_Work to be completed_
Here is a block of records. Copy every line in it that includes "position".

Content starts

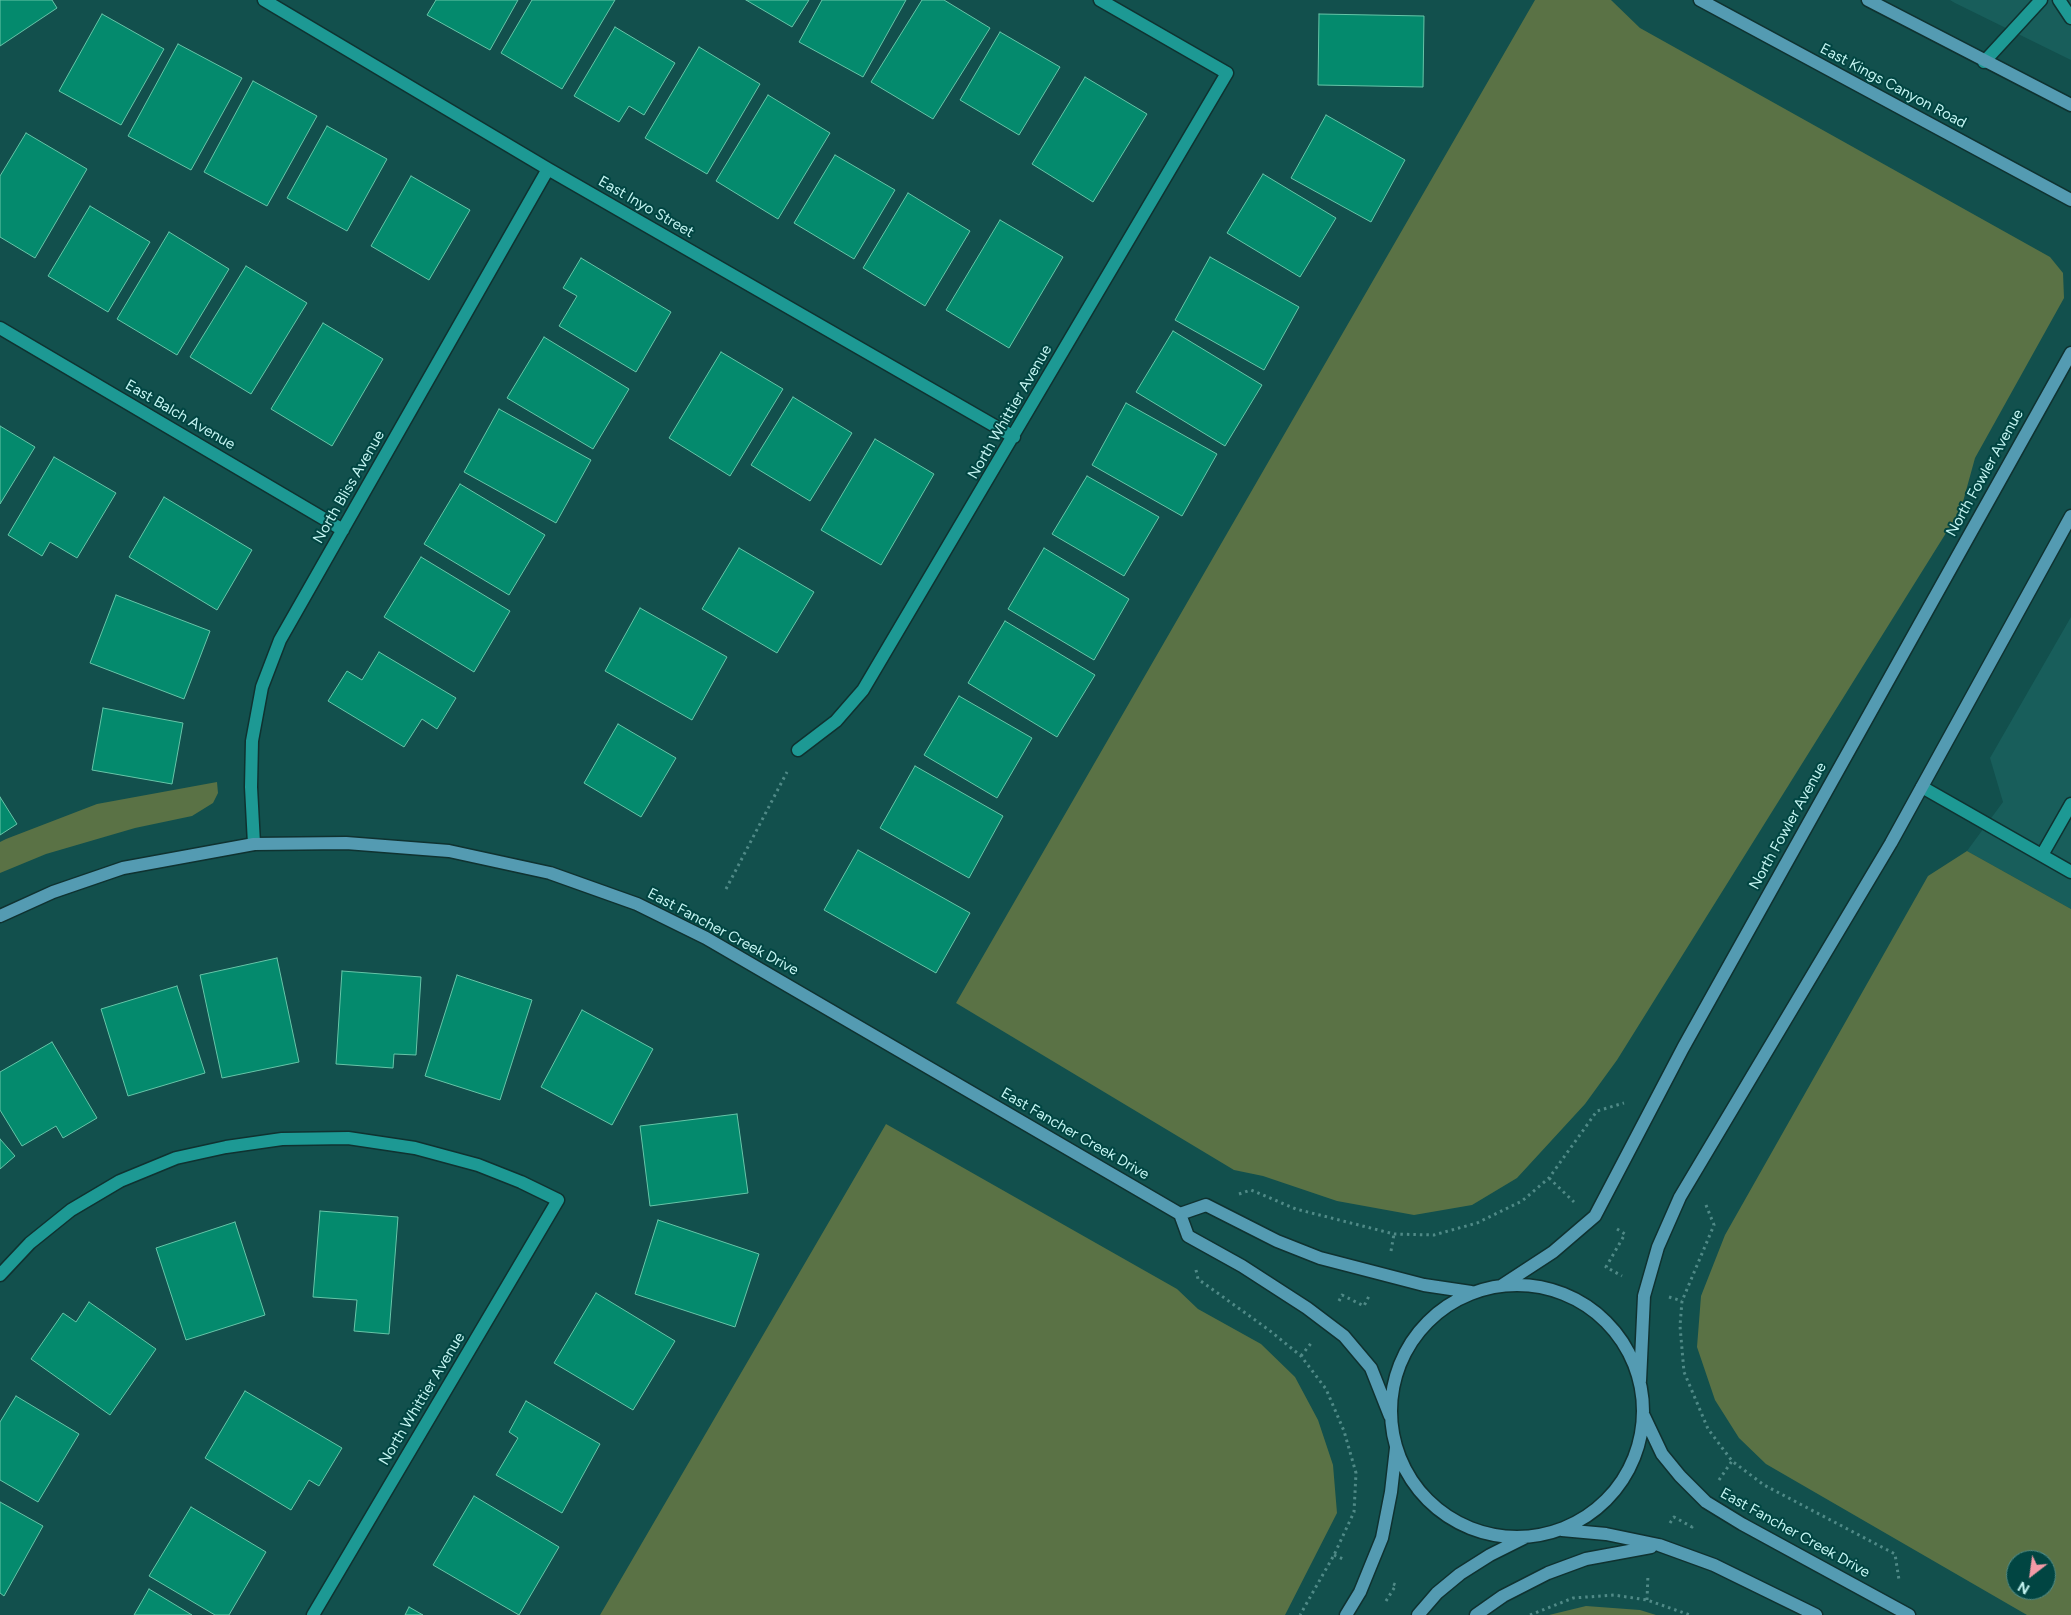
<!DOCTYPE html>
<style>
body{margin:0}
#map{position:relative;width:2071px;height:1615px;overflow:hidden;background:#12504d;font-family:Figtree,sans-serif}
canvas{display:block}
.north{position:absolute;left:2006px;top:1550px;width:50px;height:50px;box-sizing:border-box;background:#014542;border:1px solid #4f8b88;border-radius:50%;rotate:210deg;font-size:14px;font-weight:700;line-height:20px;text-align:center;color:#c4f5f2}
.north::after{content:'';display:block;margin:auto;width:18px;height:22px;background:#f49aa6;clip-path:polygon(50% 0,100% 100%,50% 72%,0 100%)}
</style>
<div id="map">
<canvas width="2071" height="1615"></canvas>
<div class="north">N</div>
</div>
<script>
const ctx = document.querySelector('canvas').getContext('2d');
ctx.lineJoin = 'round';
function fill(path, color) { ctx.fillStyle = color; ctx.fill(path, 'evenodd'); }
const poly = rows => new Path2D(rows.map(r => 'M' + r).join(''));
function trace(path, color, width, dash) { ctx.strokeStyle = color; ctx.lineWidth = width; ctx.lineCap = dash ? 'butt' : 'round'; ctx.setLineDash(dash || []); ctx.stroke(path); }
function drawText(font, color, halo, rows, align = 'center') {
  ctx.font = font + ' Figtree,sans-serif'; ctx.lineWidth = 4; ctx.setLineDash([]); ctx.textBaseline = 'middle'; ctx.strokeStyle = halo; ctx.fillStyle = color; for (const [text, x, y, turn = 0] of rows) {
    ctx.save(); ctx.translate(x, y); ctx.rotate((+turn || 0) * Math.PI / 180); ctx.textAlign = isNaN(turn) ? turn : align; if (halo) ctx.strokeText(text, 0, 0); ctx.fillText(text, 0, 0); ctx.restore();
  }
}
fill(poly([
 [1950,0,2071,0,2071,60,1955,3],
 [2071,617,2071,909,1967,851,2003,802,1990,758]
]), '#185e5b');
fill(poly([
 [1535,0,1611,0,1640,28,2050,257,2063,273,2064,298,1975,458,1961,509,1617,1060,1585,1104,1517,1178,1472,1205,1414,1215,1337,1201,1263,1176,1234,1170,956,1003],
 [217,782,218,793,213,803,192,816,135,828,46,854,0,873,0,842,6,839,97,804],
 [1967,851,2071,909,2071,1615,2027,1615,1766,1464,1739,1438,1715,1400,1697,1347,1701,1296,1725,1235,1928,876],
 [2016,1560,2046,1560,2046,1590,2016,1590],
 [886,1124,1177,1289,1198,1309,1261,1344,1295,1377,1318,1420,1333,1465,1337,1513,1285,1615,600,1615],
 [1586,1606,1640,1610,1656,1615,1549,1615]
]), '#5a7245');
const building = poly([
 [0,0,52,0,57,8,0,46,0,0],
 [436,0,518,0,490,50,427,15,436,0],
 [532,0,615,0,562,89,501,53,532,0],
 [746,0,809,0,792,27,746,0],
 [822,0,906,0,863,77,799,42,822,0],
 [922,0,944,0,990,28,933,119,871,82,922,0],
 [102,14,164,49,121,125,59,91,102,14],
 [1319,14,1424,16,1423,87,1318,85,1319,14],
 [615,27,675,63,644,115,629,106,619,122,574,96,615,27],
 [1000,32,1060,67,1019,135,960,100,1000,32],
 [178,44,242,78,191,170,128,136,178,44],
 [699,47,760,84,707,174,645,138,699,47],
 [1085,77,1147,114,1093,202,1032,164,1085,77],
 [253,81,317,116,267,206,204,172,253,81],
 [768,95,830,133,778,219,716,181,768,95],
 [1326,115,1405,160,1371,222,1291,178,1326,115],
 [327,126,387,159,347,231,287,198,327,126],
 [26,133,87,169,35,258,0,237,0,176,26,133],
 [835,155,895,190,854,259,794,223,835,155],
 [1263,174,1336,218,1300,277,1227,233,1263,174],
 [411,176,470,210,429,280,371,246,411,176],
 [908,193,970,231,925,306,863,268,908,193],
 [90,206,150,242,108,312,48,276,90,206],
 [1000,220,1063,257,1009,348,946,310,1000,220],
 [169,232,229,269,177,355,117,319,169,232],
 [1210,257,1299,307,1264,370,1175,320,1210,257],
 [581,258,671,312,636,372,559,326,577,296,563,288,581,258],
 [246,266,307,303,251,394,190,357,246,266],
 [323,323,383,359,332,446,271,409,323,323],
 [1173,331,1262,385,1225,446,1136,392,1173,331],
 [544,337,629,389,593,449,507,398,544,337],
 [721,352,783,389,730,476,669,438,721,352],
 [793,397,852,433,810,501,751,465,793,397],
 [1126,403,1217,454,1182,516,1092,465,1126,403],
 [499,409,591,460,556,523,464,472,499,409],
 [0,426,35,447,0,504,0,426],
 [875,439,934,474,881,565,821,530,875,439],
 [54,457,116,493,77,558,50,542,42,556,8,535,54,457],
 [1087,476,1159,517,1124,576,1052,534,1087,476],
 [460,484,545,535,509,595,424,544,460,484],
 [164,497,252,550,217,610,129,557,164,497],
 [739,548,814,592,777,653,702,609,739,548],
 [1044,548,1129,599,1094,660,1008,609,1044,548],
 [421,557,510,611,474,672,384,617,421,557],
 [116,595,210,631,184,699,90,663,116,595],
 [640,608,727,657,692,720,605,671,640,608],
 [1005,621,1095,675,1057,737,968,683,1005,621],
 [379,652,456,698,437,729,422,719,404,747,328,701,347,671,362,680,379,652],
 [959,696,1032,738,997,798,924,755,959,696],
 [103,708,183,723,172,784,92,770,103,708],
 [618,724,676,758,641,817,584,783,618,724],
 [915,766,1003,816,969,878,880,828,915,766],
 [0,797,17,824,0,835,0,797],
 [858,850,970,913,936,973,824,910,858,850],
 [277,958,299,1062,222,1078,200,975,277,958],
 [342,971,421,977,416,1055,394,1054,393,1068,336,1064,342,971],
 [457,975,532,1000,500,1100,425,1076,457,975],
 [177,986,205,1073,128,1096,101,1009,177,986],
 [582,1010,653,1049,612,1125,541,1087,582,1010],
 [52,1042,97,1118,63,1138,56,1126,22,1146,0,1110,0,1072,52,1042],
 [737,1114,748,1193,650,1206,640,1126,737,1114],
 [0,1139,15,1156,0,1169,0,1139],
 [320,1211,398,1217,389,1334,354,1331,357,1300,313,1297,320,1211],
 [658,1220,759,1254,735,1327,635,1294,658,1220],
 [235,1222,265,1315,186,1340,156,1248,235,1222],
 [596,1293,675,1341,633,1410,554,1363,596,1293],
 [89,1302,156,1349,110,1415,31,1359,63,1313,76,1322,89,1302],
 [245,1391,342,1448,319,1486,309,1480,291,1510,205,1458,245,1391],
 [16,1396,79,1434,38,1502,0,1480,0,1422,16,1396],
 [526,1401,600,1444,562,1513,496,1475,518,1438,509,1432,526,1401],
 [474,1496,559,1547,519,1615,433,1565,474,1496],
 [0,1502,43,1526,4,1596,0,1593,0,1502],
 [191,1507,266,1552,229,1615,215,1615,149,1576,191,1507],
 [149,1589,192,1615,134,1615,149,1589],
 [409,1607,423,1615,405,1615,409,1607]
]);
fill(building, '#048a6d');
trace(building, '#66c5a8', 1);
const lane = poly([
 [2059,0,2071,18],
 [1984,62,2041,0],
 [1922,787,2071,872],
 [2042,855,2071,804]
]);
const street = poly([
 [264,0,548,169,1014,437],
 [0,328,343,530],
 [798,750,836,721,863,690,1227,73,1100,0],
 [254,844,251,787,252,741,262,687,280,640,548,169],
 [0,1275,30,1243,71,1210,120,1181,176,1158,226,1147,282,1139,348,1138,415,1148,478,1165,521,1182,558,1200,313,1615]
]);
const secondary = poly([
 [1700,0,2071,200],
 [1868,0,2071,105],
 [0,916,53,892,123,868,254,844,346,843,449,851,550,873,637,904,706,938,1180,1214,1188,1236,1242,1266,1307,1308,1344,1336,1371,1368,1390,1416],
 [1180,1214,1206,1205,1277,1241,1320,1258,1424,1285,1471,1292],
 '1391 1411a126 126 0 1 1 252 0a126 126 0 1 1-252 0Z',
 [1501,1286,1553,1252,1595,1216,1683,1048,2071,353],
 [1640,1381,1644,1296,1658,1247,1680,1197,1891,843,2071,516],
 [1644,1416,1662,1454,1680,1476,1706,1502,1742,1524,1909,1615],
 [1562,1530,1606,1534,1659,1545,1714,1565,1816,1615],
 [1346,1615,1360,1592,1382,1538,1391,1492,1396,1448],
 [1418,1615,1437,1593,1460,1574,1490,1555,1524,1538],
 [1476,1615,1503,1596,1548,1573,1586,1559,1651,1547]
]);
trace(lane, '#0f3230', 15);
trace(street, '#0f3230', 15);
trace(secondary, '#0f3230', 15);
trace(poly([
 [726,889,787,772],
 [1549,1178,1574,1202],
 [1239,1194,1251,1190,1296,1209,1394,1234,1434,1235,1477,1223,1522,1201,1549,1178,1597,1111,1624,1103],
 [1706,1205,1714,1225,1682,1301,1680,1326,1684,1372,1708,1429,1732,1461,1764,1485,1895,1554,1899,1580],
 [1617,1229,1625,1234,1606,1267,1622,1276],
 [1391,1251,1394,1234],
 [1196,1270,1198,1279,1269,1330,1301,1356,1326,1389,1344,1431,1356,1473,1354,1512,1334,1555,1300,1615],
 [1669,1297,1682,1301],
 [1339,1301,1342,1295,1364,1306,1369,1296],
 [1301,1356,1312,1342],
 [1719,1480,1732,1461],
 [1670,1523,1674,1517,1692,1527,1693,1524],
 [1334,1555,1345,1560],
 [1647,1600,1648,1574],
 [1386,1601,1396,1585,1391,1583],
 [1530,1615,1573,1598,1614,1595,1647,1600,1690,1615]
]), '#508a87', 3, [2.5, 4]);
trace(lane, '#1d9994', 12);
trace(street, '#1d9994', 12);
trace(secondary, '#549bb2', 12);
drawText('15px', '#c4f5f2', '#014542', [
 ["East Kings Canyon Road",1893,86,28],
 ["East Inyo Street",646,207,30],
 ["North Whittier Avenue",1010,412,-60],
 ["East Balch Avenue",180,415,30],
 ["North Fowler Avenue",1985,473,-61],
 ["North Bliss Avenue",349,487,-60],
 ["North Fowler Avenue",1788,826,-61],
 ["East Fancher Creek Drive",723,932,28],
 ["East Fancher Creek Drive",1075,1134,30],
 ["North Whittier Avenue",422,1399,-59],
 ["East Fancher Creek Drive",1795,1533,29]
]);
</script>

Content ends

_Answer for the task_
#map{position:relative;width:2071px;height:1615px;overflow:hidden;background:#12504d;font-family:Figtree,sans-serif}
.north{position:absolute;left:2006px;top:1550px;width:50px;height:50px;box-sizing:border-box;background:#014542;border:1px solid #4f8b88;border-radius:50%;rotate:210deg;font-size:14px;font-weight:700;line-height:20px;text-align:center;color:#c4f5f2}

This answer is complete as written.